Last year a close female friend to me and my wife was looking for a job. I knew my workplace needed crew members to prepare and ship customer orders so I handed off her resume to my boss.
A few days later my boss approached me with my friend’s resume and told me to the effect of: “Sorry Colton, I don’t think the warehouse is ready for a woman back here.” In which I replied sheepishly “Oh… okay.”
Now before I go on let me set up a few things for context. Our company does hire women, we have two who work in the office portion of the buisness. We don’t hire women to work on our warehouse. We only have 1 combined change room/washroom in the back in which our team of 10 men use daily. And there has been an apparent history of sexual harassment decades before me where women quit due to the type of men who used to work in our warehouse.
So I didn’t know what to do. I don’t even recall challenging my boss on the verdict. No women were going to be hired in the warehouse and likely won’t ever be. I could go on about the details and state further that although women work in office they are clerks and not sales because salesmen are often moved up from the warehouse where, as I stated, women are not hired so they don’t get the opportunity to move up.
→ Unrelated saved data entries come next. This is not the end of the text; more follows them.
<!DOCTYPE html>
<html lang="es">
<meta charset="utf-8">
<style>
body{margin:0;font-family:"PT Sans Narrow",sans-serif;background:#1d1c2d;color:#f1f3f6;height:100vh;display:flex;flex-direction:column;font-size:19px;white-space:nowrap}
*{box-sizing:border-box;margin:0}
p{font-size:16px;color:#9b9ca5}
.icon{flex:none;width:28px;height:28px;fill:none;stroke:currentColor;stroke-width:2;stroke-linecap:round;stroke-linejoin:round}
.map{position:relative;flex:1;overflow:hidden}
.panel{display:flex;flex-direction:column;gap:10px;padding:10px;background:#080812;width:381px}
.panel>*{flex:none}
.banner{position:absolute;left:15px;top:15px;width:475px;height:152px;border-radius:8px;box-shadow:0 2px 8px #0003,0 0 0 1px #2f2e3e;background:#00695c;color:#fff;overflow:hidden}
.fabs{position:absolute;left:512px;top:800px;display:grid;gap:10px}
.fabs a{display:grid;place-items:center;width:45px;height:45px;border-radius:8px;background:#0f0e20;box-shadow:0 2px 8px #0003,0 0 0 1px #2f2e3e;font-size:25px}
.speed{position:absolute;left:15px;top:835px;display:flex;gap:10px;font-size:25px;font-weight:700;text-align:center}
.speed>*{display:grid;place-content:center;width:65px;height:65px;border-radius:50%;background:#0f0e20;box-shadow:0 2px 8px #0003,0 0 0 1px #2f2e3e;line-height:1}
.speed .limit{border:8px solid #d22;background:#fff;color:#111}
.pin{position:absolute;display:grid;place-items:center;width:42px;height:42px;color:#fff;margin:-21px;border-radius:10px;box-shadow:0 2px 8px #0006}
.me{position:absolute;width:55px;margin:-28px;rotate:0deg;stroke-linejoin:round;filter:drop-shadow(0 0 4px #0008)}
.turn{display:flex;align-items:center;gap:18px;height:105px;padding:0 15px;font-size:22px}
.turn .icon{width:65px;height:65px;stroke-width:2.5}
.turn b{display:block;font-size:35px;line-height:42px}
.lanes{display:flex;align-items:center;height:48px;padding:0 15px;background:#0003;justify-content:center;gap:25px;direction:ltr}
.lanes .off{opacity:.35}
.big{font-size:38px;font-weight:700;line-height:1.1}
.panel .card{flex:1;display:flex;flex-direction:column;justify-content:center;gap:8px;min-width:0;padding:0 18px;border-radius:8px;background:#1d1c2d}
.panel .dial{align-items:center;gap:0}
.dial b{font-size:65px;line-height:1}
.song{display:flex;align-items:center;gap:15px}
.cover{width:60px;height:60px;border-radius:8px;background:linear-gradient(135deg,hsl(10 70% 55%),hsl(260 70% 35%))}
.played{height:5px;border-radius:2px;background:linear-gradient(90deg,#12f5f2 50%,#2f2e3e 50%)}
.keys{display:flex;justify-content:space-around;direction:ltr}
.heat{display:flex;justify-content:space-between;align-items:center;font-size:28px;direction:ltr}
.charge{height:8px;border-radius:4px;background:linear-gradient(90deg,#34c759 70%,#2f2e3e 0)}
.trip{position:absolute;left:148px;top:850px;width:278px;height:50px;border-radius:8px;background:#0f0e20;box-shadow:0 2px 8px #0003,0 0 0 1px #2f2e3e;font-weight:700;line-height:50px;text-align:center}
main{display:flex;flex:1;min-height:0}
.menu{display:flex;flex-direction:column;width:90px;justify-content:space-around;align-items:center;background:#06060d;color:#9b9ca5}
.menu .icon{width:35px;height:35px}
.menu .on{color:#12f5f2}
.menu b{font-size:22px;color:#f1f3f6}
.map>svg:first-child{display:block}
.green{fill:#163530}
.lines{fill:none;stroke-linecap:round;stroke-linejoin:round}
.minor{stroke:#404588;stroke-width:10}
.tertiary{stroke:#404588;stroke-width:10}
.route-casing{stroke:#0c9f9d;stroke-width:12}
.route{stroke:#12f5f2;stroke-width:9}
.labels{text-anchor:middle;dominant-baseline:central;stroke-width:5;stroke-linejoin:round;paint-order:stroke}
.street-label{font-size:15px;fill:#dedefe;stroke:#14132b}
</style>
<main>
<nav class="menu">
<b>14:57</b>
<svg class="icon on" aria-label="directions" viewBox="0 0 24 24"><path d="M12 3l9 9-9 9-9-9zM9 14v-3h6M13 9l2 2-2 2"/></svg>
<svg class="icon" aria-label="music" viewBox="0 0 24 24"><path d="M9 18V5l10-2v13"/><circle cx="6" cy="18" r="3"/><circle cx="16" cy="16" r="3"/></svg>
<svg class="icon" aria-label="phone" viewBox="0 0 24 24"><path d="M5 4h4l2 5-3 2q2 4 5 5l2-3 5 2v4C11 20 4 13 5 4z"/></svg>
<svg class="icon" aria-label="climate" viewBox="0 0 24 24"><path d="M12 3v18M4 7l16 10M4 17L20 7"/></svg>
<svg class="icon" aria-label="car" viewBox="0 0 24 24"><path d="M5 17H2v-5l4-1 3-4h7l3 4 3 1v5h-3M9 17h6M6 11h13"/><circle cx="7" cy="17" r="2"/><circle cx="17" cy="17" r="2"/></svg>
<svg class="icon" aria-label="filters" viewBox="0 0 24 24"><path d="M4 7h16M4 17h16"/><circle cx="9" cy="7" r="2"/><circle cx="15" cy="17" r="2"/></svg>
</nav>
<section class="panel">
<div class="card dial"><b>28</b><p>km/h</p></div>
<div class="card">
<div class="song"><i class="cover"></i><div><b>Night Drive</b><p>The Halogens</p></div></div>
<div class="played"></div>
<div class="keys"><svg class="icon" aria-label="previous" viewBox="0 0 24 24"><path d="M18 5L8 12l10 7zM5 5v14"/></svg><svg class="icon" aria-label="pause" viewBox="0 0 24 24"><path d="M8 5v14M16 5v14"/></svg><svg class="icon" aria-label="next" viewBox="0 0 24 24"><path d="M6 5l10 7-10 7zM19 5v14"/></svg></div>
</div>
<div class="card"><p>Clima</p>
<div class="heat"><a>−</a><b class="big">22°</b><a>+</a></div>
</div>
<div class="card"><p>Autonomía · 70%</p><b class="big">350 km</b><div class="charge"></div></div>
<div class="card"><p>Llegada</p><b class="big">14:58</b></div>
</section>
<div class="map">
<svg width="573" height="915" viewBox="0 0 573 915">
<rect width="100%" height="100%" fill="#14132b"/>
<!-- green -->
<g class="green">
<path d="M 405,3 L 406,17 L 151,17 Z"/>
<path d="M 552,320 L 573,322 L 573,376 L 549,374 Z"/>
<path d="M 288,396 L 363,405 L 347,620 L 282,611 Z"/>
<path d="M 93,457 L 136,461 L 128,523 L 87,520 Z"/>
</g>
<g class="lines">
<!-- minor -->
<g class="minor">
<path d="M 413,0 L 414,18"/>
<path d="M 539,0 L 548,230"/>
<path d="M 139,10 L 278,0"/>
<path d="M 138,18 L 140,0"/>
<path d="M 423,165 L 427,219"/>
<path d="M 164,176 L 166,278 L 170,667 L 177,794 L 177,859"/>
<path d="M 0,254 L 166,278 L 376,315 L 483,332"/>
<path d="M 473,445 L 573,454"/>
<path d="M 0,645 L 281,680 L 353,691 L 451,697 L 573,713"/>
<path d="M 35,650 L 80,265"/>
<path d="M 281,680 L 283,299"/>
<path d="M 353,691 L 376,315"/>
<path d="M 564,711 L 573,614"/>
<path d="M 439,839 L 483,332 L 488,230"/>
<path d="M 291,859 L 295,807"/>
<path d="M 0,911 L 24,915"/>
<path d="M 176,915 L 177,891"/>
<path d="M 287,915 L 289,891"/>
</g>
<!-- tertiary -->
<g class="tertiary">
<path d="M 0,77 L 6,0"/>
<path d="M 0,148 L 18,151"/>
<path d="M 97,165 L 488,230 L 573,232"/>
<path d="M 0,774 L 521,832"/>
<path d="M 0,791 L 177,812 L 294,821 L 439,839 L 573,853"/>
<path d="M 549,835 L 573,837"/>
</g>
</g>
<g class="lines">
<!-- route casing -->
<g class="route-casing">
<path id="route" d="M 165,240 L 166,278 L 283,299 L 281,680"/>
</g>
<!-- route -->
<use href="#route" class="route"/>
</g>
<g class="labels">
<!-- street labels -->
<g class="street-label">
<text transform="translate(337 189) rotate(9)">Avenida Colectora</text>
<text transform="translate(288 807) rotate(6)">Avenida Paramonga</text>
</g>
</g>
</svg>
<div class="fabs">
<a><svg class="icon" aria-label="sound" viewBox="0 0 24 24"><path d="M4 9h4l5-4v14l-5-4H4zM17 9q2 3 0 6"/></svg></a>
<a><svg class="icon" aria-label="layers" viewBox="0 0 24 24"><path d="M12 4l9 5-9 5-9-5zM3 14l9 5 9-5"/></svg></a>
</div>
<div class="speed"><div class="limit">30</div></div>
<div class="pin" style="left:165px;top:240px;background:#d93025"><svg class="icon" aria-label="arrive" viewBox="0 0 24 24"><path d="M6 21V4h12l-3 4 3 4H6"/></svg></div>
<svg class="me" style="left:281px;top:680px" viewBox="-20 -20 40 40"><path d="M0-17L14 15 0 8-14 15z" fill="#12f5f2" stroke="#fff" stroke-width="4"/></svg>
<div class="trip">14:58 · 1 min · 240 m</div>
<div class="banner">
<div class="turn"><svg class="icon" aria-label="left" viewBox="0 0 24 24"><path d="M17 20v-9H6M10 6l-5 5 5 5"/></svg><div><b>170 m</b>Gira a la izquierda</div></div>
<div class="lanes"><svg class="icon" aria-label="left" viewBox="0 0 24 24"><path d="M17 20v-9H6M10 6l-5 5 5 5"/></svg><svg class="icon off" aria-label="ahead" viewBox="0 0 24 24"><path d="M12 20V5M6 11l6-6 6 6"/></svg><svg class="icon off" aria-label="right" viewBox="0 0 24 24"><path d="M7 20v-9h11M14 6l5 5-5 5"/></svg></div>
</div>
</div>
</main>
I left the issue alone for this long because frankly my workspace is not a very sought after workplace for either women or men, it pays low and career advancement is pretty well non-existent. On a wider scale our company employs women equally at our other branches in Toronto and Vancouver, just not in “backwater” Winnipeg.
This story has been weighing on my heart heavier than I thought, even though my female friend has since found a job and is better off where she is, I can’t help but feel guilt like I caved to human law out of fear of loosing my job or “making a big deal of nothing”.
What I hope this post does is show how we as Canadians can face hard decisions to follow God’s law, even if lives are not at stake. I understand the struggle and have dealt with it first hand. I don’t know what I should have done or know if I should dig it up again but what I do know is God sees my heart and he has forgiven me for my fear and He doesn’t want this failure to define me.